### Work item
Copy out all lines from the entries below in which "strokeStyle" occurs.

### Provided records
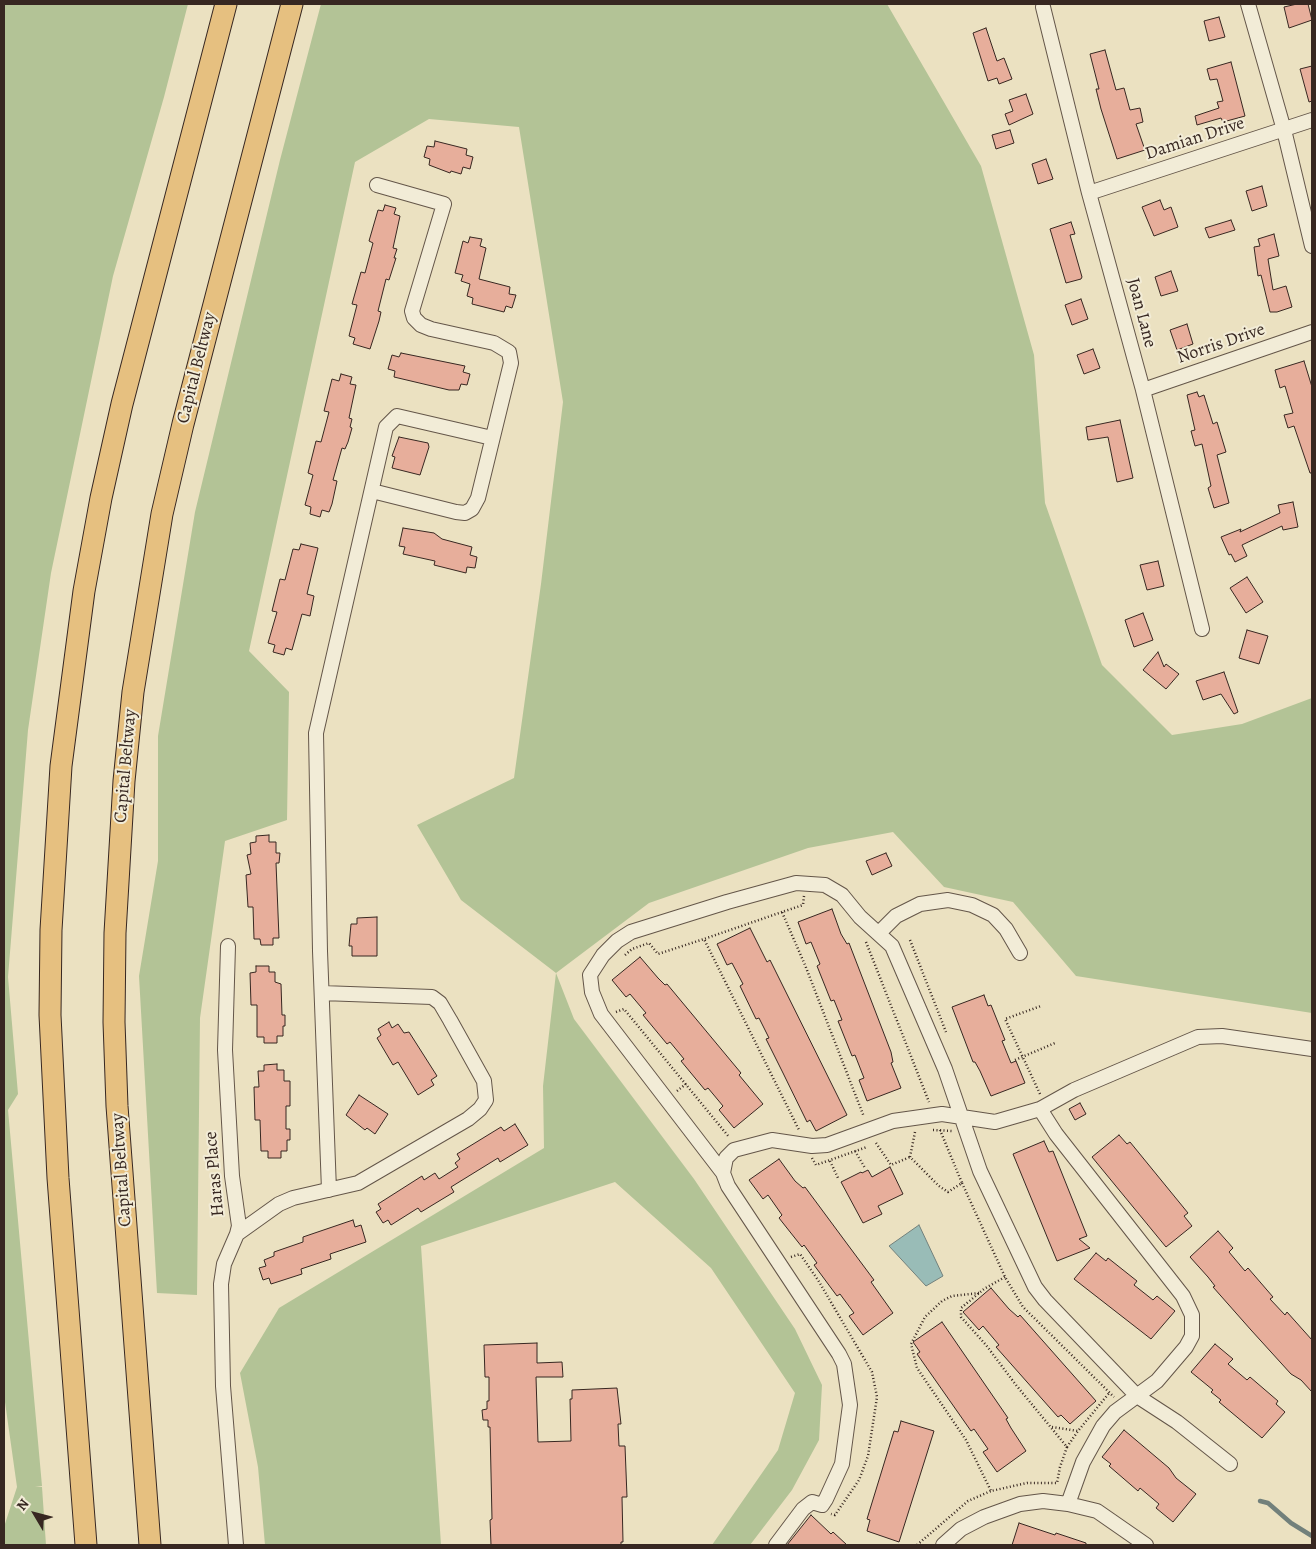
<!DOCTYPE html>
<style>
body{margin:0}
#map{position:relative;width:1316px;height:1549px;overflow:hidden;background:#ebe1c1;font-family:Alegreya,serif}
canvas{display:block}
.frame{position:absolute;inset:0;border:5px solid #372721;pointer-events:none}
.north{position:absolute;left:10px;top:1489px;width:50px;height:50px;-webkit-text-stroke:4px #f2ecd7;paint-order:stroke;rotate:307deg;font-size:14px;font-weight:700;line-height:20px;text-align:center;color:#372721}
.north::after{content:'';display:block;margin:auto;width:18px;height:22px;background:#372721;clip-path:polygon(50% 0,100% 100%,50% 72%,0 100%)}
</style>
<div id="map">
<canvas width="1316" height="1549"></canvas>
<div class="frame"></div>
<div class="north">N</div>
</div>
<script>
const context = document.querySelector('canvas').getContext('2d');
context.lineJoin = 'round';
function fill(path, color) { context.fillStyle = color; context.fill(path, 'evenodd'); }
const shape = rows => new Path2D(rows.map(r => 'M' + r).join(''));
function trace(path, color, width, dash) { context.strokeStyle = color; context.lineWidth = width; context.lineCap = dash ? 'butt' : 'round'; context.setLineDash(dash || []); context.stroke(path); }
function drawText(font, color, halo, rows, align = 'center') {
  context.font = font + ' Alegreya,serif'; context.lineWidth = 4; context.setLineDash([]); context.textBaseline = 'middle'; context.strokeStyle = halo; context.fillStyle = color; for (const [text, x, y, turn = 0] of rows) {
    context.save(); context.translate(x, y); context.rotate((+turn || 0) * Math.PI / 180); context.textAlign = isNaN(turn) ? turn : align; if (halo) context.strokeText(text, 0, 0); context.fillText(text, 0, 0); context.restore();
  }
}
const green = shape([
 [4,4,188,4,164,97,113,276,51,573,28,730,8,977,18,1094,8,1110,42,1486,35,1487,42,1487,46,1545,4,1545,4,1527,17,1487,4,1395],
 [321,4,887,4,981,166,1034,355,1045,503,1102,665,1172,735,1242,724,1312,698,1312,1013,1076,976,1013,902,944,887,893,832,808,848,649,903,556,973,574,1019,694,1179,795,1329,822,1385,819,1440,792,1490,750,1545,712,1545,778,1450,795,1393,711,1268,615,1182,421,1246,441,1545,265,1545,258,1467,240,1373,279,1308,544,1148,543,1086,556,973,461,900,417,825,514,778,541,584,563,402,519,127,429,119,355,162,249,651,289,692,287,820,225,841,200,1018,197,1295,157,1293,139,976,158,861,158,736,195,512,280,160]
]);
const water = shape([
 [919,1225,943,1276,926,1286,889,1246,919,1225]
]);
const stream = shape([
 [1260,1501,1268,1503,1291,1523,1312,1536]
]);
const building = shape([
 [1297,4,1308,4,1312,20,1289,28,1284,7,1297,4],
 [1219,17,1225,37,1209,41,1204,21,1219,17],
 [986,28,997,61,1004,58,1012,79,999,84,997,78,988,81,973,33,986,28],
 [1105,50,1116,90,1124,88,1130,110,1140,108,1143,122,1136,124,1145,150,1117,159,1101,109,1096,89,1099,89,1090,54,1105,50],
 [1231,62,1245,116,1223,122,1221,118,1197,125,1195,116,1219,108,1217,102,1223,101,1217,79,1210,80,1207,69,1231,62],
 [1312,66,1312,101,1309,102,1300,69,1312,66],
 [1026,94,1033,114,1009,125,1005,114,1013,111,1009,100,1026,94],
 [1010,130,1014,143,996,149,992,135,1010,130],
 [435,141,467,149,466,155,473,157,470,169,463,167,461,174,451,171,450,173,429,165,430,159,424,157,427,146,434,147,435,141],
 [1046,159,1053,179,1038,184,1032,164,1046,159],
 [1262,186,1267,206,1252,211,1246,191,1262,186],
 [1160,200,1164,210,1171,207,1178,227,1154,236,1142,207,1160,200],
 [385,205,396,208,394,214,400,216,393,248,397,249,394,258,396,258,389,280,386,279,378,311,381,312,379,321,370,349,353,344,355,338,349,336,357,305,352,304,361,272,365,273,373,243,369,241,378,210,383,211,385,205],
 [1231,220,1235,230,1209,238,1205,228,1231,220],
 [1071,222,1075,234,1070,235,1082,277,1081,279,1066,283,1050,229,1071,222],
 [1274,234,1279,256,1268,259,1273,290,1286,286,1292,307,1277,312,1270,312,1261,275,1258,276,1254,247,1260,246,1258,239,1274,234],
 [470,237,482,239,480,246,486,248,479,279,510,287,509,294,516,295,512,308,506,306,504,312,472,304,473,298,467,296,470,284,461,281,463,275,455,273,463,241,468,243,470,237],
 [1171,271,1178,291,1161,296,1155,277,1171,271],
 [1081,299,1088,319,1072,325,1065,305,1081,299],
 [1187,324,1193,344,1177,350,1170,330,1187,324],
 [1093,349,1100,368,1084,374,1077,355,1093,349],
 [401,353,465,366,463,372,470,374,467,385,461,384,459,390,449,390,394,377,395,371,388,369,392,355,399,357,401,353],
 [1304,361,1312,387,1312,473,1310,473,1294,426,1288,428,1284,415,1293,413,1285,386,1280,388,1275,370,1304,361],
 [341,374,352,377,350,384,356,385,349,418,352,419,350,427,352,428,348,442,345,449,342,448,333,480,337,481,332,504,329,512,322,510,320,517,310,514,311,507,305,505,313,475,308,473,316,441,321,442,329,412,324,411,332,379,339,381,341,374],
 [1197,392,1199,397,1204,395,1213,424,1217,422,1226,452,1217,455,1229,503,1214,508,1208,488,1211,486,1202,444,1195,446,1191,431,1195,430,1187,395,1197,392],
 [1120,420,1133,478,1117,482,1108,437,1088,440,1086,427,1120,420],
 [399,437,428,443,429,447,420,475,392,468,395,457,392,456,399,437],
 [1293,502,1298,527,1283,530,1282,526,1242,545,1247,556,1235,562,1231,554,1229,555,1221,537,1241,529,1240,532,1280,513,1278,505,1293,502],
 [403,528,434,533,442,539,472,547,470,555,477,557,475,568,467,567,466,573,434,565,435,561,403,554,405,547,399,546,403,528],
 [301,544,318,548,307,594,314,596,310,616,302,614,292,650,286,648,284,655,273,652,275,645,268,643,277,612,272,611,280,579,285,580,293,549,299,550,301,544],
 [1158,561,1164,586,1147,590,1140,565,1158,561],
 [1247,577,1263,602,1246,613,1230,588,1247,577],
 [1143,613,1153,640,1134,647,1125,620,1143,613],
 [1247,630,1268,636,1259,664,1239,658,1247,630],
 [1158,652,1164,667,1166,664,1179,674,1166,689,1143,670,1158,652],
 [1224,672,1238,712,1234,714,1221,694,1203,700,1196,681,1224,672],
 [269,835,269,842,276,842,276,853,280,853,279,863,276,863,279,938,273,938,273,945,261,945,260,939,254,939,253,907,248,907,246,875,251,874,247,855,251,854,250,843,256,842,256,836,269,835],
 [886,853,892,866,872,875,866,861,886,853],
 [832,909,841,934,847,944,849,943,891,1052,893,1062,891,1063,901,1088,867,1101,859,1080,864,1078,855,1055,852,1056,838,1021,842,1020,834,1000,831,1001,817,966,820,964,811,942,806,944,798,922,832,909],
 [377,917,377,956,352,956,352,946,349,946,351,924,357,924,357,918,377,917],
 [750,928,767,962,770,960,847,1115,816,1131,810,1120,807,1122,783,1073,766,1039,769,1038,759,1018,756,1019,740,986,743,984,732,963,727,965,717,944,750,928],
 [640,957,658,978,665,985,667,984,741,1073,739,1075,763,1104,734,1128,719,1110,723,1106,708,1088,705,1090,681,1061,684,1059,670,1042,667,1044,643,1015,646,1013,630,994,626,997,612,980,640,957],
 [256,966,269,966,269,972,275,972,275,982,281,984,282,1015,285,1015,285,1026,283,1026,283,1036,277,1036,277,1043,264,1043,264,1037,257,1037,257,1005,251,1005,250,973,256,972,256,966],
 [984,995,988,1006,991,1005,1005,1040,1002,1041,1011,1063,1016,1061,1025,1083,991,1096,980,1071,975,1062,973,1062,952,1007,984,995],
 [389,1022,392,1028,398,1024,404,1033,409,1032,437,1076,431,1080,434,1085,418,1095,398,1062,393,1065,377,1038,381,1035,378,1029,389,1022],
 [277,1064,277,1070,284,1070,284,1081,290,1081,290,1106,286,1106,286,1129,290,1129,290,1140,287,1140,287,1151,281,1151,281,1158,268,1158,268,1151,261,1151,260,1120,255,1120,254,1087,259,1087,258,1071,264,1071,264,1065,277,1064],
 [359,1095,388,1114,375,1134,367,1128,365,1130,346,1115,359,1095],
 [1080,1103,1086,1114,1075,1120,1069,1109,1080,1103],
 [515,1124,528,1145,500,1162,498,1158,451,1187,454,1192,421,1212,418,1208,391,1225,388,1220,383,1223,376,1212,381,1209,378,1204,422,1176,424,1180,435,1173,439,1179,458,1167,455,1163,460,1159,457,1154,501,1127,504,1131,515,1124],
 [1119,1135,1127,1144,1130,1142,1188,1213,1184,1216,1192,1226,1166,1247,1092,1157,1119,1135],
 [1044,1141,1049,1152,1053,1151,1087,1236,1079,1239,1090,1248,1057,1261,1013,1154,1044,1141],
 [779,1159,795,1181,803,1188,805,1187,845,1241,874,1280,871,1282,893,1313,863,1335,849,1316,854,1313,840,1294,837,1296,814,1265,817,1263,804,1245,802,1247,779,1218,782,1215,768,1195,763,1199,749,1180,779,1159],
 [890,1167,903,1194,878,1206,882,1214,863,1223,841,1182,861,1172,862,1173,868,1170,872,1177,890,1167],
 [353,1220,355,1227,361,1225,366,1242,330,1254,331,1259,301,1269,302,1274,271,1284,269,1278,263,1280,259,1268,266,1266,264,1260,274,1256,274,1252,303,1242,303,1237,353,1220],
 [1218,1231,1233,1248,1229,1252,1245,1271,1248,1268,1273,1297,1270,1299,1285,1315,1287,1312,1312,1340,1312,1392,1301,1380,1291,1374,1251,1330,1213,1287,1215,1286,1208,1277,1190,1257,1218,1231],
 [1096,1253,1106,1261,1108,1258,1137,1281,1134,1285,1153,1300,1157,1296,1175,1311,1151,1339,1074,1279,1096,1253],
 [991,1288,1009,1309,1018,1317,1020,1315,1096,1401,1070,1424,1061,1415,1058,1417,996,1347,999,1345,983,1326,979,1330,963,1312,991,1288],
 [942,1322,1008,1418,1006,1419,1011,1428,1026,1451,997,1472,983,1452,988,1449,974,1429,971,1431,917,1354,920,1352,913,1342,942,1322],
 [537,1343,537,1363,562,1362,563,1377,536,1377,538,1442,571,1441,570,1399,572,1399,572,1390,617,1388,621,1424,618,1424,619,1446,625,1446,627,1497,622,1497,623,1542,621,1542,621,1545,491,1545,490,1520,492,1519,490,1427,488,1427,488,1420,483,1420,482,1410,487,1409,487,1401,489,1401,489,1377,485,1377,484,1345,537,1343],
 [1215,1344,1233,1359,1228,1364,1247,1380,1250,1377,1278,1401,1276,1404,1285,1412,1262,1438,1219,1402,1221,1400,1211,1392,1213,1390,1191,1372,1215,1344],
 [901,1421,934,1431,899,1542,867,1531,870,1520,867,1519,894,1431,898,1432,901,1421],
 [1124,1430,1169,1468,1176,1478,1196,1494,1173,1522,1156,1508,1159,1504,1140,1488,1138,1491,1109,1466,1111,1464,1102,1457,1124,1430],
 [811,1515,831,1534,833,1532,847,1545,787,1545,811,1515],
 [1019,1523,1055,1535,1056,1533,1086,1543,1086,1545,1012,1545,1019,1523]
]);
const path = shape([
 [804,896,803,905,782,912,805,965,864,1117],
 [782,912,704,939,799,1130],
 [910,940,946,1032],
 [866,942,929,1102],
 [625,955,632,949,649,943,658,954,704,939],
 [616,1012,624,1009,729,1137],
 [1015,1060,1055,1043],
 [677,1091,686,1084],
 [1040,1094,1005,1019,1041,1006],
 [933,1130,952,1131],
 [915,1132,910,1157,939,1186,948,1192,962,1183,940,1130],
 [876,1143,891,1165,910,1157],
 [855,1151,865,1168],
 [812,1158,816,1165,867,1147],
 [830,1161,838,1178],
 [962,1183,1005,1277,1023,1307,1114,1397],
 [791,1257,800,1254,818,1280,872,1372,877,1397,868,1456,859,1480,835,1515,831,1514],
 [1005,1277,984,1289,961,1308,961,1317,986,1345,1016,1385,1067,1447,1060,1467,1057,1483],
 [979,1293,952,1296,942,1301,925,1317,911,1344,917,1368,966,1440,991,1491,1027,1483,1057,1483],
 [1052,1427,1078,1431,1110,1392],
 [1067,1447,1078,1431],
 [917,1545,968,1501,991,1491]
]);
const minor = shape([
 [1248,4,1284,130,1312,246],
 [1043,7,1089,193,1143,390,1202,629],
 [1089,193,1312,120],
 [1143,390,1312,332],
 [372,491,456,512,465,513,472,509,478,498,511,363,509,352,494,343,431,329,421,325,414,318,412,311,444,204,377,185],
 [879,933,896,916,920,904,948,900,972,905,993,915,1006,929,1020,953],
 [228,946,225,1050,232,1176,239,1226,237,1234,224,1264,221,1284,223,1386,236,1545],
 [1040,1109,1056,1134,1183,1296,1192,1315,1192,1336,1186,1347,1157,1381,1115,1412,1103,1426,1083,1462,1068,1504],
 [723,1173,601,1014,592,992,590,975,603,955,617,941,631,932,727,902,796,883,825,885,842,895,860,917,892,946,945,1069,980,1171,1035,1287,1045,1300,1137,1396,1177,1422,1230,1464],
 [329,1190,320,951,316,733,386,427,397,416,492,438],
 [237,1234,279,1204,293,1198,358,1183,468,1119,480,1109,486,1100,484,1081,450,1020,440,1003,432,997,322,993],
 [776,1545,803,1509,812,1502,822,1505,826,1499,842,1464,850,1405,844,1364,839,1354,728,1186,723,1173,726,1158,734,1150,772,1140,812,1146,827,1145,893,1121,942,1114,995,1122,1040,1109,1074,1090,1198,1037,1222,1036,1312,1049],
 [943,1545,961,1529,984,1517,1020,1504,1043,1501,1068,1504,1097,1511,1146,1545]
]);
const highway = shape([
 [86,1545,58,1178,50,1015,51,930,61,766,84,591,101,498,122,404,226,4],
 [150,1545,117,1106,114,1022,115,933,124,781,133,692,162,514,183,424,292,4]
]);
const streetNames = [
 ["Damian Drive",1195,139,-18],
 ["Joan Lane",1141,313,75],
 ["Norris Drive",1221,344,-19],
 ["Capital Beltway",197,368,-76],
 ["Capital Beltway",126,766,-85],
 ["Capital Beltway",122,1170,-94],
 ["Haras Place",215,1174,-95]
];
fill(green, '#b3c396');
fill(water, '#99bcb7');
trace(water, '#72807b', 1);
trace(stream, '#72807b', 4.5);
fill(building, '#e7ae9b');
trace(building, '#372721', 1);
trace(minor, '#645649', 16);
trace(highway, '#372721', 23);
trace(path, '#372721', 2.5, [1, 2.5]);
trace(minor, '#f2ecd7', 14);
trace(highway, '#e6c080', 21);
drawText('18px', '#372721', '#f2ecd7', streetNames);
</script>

### Solution below
function trace(path, color, width, dash) { context.strokeStyle = color; context.lineWidth = width; context.lineCap = dash ? 'butt' : 'round'; context.setLineDash(dash || []); context.stroke(path); }
  context.font = font + ' Alegreya,serif'; context.lineWidth = 4; context.setLineDash([]); context.textBaseline = 'middle'; context.strokeStyle = halo; context.fillStyle = color; for (const [text, x, y, turn = 0] of rows) {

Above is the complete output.